§ Directions
Of all the lines below, output only those starting at the one with "751 682 733Z" and ending at the one with "M598 951 627", both ends included, exactly as written.

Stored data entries
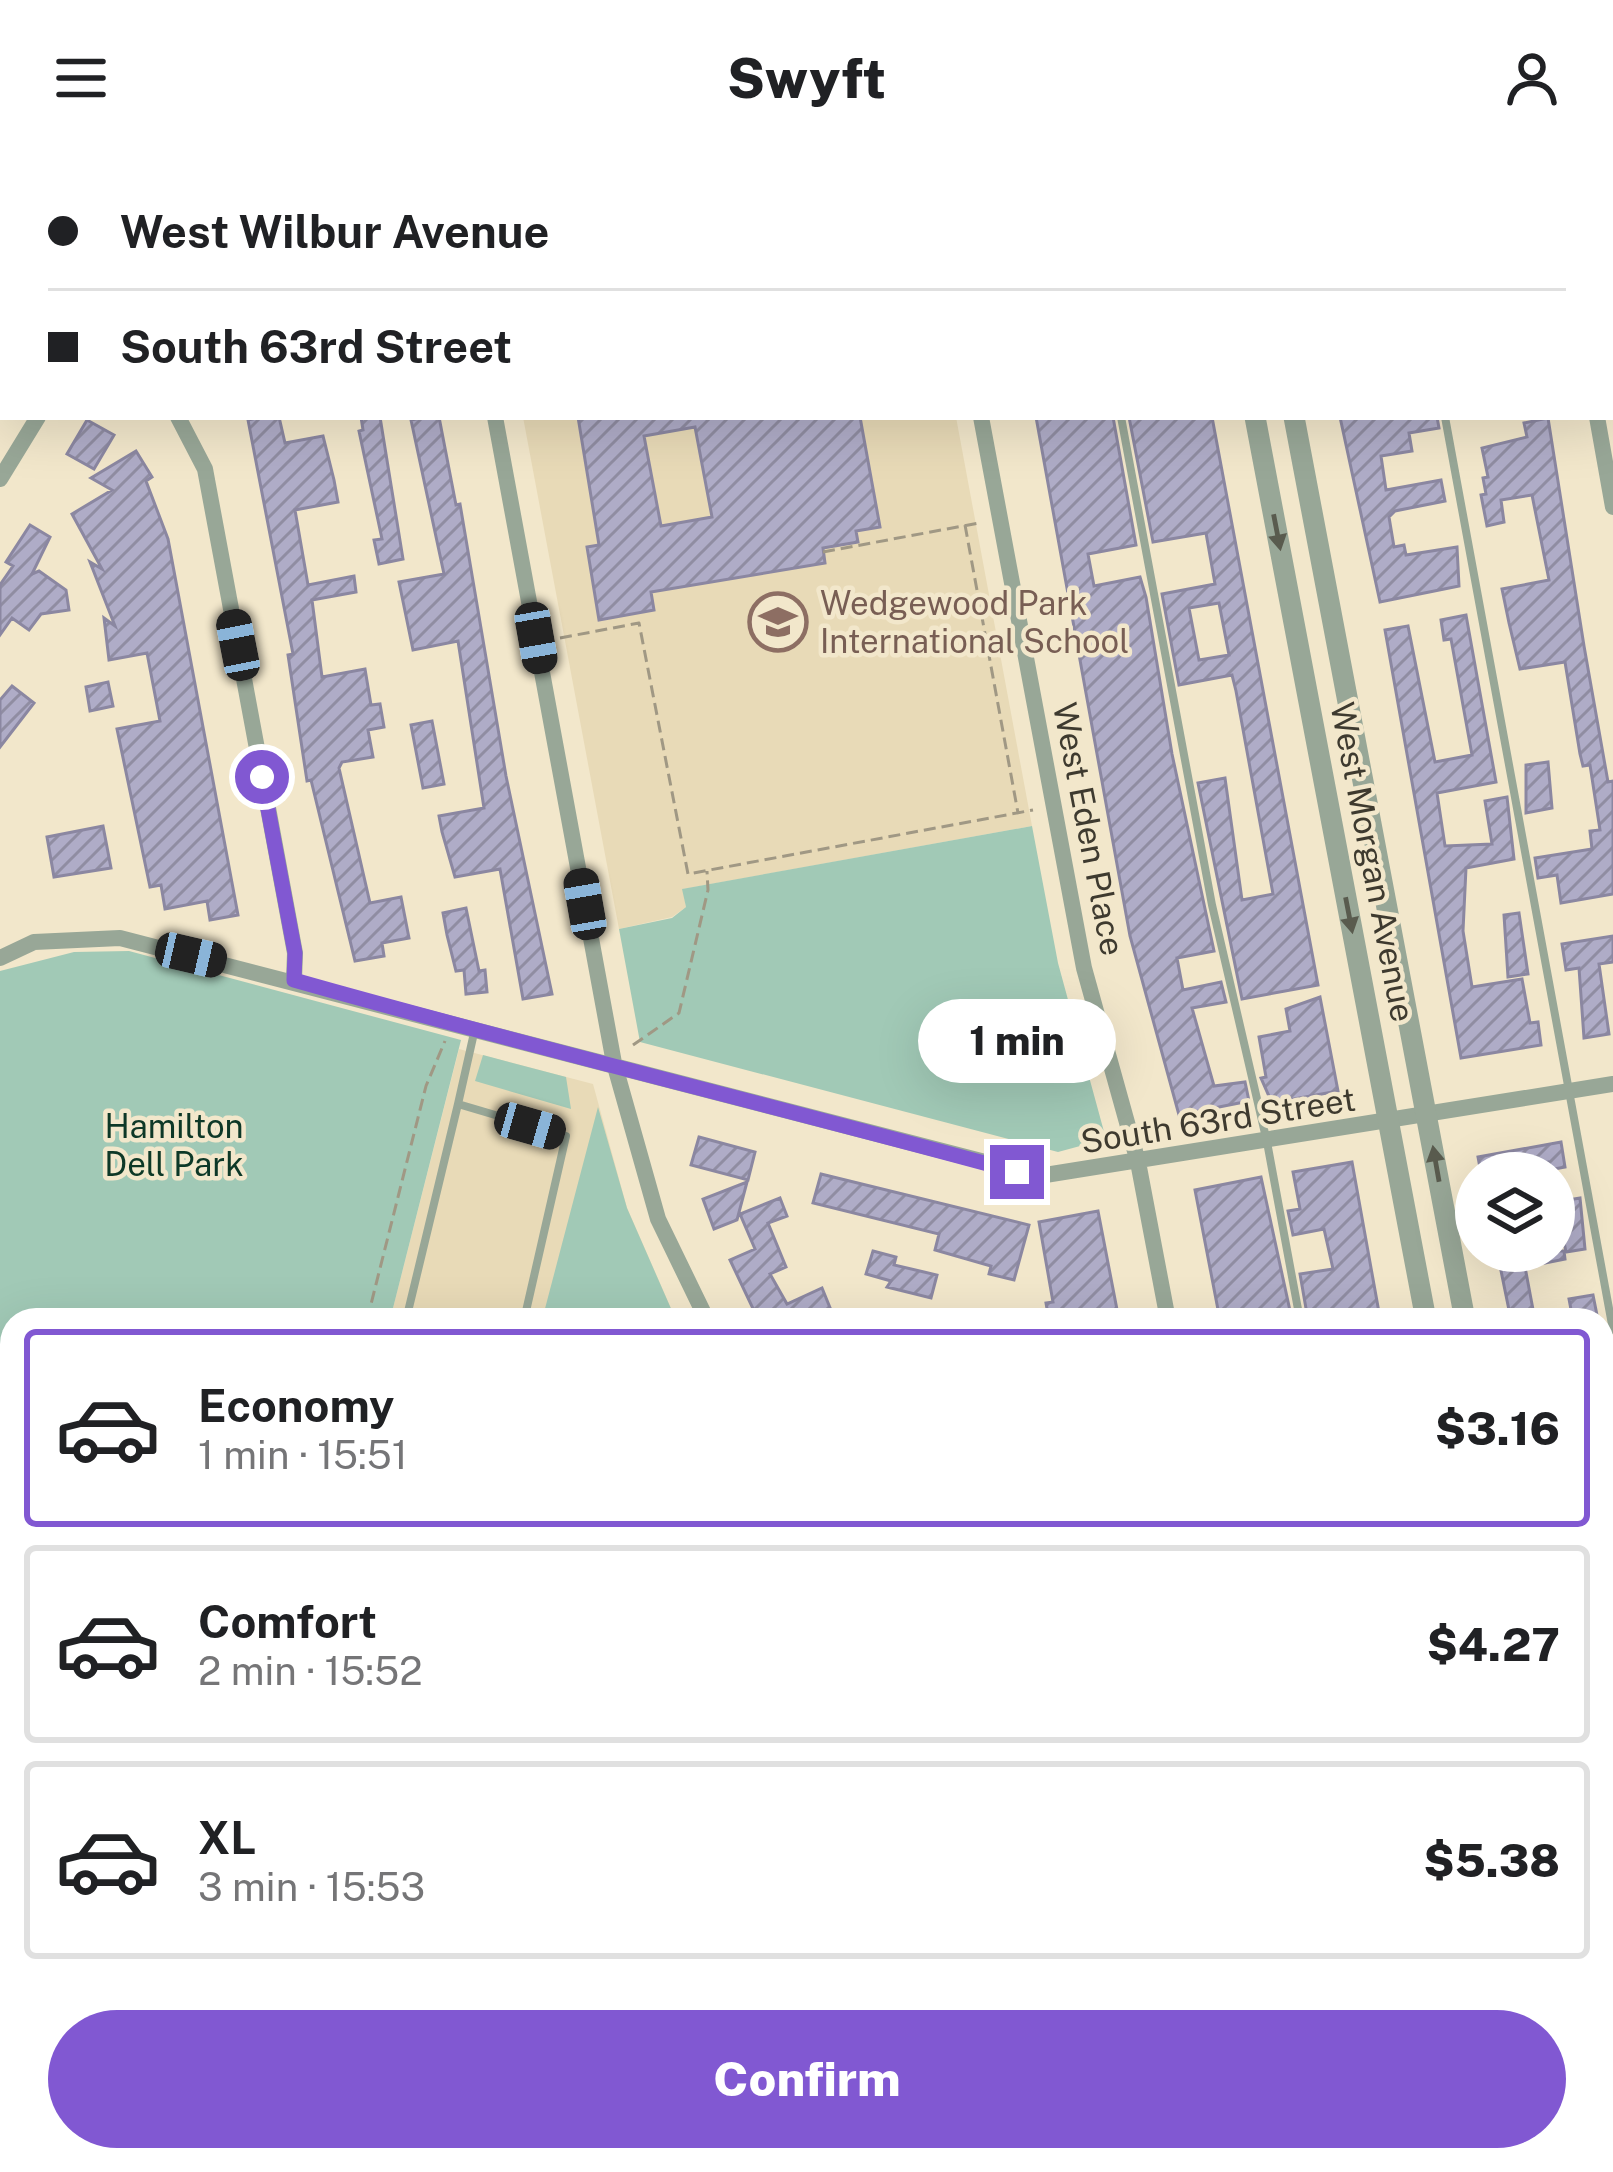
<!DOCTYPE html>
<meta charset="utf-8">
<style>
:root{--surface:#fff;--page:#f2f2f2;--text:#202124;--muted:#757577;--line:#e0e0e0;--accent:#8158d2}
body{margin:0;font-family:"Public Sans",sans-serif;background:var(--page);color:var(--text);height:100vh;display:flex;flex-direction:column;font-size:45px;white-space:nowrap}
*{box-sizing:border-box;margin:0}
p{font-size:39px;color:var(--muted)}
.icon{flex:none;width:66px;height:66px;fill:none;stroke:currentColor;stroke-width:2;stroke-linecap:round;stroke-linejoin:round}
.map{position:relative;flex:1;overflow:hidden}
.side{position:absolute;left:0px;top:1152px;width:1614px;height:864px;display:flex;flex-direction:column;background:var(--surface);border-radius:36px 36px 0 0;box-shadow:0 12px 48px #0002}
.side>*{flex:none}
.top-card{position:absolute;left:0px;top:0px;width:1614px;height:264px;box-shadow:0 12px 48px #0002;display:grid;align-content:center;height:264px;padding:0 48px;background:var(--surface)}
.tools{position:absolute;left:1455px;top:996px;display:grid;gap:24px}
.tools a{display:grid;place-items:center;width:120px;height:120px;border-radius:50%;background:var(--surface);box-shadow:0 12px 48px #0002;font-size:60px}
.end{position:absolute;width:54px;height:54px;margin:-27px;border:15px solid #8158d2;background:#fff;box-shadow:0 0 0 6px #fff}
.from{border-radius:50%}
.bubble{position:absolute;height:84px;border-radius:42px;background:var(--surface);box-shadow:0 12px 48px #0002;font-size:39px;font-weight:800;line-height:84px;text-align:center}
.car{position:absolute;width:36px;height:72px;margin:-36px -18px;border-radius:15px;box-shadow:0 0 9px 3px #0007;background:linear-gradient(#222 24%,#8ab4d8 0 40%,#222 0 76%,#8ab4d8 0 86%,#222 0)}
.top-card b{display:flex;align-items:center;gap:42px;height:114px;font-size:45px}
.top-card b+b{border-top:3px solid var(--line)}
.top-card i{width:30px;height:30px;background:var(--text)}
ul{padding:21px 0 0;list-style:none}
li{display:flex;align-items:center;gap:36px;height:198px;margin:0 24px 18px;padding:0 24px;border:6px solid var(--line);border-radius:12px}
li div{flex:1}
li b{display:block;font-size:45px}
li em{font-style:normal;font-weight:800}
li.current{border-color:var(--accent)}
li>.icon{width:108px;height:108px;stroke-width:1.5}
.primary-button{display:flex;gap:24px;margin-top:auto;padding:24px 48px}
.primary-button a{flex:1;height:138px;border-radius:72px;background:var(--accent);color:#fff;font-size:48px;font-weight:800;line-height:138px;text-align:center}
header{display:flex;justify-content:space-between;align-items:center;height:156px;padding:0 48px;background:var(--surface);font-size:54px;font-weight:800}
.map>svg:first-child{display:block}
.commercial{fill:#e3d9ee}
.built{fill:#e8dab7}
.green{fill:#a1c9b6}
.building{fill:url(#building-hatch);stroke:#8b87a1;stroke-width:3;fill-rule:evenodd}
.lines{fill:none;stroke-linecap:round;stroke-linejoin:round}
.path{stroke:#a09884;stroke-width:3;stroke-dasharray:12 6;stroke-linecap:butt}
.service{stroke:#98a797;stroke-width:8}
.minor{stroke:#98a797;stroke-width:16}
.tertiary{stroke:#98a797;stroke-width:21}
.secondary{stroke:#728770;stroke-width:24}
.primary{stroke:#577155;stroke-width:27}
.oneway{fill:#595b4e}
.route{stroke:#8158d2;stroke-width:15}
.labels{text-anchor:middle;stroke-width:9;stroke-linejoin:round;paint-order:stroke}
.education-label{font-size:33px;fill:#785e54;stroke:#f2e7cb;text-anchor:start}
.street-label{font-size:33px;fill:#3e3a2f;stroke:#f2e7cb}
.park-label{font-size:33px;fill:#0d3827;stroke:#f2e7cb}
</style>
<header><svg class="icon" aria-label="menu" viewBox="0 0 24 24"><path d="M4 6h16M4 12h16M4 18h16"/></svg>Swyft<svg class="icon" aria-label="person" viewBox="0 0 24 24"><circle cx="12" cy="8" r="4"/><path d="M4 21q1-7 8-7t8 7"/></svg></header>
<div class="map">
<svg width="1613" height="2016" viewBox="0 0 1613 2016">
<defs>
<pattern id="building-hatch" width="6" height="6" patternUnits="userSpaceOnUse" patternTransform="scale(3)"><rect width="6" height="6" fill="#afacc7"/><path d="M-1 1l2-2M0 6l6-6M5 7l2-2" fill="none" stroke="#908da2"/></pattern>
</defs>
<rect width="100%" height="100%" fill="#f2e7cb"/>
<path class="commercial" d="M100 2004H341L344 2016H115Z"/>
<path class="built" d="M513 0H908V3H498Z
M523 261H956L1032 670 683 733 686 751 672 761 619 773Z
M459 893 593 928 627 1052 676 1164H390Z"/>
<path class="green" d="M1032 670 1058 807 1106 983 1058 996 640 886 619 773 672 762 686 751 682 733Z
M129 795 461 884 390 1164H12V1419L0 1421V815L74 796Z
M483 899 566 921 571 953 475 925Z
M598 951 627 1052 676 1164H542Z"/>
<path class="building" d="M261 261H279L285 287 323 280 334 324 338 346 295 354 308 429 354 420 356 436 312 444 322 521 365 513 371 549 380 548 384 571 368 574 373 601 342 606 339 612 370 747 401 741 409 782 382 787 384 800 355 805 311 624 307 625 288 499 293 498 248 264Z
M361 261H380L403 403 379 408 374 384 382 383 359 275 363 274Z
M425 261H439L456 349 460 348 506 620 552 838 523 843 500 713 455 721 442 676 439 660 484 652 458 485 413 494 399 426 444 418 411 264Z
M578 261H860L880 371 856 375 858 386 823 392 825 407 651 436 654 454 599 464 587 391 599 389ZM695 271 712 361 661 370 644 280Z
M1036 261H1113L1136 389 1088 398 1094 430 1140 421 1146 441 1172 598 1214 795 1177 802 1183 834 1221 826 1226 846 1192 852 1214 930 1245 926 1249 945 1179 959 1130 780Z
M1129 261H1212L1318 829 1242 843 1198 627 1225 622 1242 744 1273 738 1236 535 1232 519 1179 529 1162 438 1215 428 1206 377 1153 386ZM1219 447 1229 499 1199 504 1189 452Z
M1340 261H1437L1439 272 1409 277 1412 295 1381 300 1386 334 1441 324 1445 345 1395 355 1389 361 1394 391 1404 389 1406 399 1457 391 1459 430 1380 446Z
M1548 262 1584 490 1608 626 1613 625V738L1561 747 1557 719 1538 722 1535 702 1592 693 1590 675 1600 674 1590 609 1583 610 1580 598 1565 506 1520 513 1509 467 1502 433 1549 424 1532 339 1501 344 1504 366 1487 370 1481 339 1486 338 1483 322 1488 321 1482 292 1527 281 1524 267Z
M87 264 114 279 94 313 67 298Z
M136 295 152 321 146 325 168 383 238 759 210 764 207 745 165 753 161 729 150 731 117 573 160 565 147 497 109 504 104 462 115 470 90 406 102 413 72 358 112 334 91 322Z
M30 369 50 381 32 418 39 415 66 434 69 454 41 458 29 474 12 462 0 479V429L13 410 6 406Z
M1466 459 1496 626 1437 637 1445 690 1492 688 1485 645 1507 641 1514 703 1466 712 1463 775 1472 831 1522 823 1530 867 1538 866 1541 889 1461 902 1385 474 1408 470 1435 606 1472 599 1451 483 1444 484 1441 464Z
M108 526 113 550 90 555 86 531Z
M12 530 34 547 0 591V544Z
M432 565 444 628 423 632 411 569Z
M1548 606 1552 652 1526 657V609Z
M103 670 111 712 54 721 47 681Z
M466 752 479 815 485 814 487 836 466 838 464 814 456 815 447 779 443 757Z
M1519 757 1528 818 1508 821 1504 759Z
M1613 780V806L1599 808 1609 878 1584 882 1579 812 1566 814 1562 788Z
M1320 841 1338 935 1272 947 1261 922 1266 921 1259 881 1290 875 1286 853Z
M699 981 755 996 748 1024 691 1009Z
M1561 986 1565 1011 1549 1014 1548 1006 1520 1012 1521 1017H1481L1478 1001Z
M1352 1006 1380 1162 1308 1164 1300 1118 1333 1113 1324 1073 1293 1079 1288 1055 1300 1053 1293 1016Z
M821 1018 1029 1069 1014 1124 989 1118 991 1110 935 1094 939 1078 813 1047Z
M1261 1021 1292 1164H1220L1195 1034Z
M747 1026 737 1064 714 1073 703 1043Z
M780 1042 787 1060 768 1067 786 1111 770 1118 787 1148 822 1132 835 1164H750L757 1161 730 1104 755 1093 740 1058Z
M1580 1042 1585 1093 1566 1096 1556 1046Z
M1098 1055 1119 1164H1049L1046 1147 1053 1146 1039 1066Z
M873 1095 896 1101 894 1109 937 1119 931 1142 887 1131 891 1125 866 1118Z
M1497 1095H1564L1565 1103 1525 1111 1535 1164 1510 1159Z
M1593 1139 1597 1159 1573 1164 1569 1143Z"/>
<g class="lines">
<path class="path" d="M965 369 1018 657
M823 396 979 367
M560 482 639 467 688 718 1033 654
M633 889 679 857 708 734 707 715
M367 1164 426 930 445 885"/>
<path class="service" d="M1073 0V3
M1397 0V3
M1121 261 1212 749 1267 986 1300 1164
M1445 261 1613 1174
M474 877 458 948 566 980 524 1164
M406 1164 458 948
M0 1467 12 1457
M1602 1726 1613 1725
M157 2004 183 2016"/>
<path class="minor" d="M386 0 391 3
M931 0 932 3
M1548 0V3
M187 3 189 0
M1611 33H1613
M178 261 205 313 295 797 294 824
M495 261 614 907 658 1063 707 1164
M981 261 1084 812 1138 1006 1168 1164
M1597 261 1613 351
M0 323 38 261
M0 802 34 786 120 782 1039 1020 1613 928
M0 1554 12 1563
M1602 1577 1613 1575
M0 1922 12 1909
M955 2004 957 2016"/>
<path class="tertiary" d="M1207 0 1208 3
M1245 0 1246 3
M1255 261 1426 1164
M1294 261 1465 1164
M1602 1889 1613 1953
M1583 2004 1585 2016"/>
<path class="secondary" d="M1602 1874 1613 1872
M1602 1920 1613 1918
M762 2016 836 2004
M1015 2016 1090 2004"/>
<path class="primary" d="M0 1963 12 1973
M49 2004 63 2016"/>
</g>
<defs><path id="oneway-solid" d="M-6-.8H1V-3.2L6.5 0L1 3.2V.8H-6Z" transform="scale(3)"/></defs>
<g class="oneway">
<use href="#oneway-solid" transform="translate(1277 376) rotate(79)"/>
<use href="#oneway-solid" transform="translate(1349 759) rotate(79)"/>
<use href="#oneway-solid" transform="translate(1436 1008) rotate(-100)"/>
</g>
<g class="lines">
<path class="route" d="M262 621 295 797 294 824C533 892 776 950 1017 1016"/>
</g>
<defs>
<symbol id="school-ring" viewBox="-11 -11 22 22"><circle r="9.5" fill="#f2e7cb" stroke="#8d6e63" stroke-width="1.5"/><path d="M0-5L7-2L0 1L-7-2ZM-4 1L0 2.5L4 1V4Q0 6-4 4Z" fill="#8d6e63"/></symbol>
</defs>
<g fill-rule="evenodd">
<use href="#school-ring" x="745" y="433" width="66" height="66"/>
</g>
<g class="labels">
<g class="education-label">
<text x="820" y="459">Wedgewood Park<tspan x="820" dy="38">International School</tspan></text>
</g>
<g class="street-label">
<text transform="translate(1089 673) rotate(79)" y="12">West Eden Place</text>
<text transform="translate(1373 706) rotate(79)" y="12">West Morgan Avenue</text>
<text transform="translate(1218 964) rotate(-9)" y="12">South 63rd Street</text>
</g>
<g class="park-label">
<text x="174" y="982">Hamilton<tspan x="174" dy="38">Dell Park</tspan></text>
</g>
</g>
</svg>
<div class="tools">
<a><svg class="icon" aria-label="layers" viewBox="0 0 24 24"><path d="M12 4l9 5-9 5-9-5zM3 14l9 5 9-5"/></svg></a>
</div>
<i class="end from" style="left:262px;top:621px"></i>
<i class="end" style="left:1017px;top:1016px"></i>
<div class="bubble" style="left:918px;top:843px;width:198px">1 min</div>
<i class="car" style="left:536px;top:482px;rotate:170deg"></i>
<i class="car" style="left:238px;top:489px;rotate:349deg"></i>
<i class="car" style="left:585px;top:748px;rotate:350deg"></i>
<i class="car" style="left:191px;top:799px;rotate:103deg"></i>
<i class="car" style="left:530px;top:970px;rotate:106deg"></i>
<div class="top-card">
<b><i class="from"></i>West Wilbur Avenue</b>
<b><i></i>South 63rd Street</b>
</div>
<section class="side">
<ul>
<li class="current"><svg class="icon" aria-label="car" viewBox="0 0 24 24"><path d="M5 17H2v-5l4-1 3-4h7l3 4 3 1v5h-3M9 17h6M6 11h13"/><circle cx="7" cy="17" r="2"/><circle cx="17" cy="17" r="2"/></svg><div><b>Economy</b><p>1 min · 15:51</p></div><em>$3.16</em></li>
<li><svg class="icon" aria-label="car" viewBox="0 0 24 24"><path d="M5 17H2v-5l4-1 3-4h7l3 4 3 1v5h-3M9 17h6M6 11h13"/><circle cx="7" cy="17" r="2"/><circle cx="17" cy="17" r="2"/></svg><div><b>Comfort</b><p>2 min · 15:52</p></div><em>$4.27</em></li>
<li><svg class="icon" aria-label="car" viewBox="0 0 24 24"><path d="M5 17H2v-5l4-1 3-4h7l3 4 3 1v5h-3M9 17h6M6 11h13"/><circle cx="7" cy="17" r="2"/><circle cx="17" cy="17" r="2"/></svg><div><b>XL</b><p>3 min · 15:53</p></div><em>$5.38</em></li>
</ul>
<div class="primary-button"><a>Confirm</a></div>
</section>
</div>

§ The completed task
<path class="green" d="M1032 670 1058 807 1106 983 1058 996 640 886 619 773 672 762 686 751 682 733Z
M129 795 461 884 390 1164H12V1419L0 1421V815L74 796Z
M483 899 566 921 571 953 475 925Z
M598 951 627 1052 676 1164H542Z"/>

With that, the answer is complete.